To answer, Stecyk came in one day and started hooking up an airbrush. It may have been the very same vintage Sharpe Model 25 Stecyk’s mother had been using for her ceramics practice. They experimented with paints and tapes and colors and techniques. “It wasn’t like we did it one day and bing, it worked,” says Engblom.
After a series of misfires, mostly with the resin rejecting the paint during the glassing phase, Stecyk suggested lacquer. The resin and paint held. Soon they discovered they could use lacquer-based sprays and, with the right tape, at last hold a sharp line.
2019 Legacy installation with Gypsy Rose, Costa Mesa, California. Photograph by Derek Bahn.
At the same time, they were trying to add something more to the sharp lines and flat graphics, something deeper. “We were trying to do multidimensional, layered colors.

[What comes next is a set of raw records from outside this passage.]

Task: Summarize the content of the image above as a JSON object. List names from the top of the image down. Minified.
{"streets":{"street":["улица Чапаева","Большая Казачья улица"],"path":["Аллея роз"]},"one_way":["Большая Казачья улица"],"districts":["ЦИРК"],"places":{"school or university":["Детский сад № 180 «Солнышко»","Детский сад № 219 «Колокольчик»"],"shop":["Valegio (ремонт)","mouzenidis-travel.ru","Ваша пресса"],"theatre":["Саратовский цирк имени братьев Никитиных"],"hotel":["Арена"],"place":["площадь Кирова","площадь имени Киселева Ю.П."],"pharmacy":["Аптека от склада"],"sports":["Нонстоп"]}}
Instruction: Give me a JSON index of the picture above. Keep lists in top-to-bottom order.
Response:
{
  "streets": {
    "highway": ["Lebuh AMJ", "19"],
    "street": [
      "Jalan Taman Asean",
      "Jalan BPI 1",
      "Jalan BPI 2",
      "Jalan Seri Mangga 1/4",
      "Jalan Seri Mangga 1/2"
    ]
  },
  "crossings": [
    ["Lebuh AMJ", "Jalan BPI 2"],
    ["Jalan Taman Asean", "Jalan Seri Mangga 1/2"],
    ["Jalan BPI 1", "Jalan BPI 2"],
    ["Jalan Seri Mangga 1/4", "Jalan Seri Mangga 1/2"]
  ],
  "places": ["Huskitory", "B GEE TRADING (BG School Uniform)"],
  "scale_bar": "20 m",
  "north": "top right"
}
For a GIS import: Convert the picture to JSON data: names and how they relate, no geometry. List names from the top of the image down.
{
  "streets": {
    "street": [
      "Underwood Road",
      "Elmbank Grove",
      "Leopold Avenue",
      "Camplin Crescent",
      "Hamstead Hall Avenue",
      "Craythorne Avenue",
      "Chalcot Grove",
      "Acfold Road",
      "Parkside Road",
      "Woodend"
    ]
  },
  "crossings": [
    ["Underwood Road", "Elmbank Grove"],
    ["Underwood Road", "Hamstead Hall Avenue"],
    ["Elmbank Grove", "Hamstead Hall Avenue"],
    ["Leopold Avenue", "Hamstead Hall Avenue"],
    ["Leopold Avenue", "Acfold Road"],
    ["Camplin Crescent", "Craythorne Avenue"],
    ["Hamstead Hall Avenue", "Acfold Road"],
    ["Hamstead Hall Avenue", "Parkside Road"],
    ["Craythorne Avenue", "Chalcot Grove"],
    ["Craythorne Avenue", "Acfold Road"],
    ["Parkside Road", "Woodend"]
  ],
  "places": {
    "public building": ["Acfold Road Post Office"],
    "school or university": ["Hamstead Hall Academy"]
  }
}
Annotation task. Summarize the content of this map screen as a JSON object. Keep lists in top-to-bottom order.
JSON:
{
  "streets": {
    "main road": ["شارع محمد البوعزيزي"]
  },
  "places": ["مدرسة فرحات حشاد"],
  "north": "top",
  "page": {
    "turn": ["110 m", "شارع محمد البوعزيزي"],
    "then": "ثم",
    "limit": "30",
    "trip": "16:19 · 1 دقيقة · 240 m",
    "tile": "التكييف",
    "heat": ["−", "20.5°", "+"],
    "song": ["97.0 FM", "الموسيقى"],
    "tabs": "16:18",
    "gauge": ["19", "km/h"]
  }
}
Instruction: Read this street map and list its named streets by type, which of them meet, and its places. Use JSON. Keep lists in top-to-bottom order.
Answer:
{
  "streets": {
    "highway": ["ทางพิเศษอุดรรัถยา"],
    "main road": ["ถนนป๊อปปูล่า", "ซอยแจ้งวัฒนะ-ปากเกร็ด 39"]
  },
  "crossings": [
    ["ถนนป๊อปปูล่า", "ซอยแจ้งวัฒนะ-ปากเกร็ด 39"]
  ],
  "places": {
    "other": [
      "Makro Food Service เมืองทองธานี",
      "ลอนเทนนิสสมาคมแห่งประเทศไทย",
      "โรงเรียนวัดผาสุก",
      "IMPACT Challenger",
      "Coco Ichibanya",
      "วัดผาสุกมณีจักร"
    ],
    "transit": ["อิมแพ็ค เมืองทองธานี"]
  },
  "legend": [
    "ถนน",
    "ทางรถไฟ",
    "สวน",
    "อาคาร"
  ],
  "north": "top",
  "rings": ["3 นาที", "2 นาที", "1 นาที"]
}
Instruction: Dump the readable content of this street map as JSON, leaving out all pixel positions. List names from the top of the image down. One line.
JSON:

It was a continuing process of trying to get more depth, more depth,” Engblom explains. “Craig was laying down undercoats and coming back and frosting other coats over it.”
Once they got the techniques dialed in, they didn’t look back.
“We were a full year or 18 months ahead of Rainbow. We had to keep the fucking doors open. We had a product that no one else had. It was cooler. It was way cooler,” says Engblom. “A lot of people really liked what we did, and a lot of people really hated it. For better or worse, we were the problem or the solution.”